At my Home Counties Grammar School in the 70's, some of the teachers wore gowns and some didn't. And a pretty accurate equation that could be applied is;

Gowned = Strict, distant 

Tweed/corduroy jacket = we're-basically-all-the-same-really-I've-just-been-learning-longer-than-you approach

Though sometimes my normally jacket-wearing music teacher for example would suddenly stroll in with a gown and insist on referring always to Lord Britten, and being generally scathing about Chopin - I think it was a mood thing really with him.

I was generally quite happy at school, even though somewhat troubled.
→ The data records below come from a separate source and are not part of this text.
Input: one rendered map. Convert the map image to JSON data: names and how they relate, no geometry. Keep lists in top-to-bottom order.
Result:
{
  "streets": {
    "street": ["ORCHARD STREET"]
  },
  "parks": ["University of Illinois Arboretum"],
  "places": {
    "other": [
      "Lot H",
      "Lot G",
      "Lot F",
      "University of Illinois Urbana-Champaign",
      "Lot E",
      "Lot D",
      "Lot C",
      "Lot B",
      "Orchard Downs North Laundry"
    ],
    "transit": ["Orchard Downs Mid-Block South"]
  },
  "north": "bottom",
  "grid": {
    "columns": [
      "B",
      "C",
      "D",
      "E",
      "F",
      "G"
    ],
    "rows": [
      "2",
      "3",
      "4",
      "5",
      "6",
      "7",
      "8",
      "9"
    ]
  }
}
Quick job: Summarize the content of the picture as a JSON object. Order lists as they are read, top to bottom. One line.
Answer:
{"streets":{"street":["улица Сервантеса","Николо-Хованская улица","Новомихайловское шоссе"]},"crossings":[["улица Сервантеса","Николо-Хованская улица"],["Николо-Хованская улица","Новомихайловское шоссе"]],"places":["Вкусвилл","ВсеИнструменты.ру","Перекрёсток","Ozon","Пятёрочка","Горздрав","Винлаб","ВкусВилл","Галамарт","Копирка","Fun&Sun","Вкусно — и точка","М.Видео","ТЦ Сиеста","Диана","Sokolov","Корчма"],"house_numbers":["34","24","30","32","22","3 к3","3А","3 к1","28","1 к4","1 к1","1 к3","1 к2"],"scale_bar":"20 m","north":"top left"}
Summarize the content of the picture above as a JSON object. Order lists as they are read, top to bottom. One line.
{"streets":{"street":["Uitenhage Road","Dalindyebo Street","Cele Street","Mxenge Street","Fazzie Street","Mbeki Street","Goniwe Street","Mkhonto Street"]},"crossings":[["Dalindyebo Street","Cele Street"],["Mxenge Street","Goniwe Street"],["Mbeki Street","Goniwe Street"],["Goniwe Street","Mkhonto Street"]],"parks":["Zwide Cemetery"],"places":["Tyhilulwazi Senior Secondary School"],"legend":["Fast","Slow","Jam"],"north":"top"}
I found the teachers to be generally fair (though that was not everybody's experience) but there were low points such as when I had been rehearsing the combined orchestra of the boys and girls school to conduct Schubert's Unfinished Sym in a concert for the parents, I was very excited because I think it is true to say that I was the first pupil to have been offered the chance to do this, but at the last moment, my music teacher pulled me out and said I couldn't do it because I had been rude to him.

In fact I had been sarcastic not about him, but about his favourite pupil, but in a place where a lot of people heard my comment, and he was furious with me. And although there were protests from my parents and other teachers (and pupils) he refused to change his mind. He could be quite horrible and moody like that, but actually in the end it didn't stop me from quite liking him and admiring him.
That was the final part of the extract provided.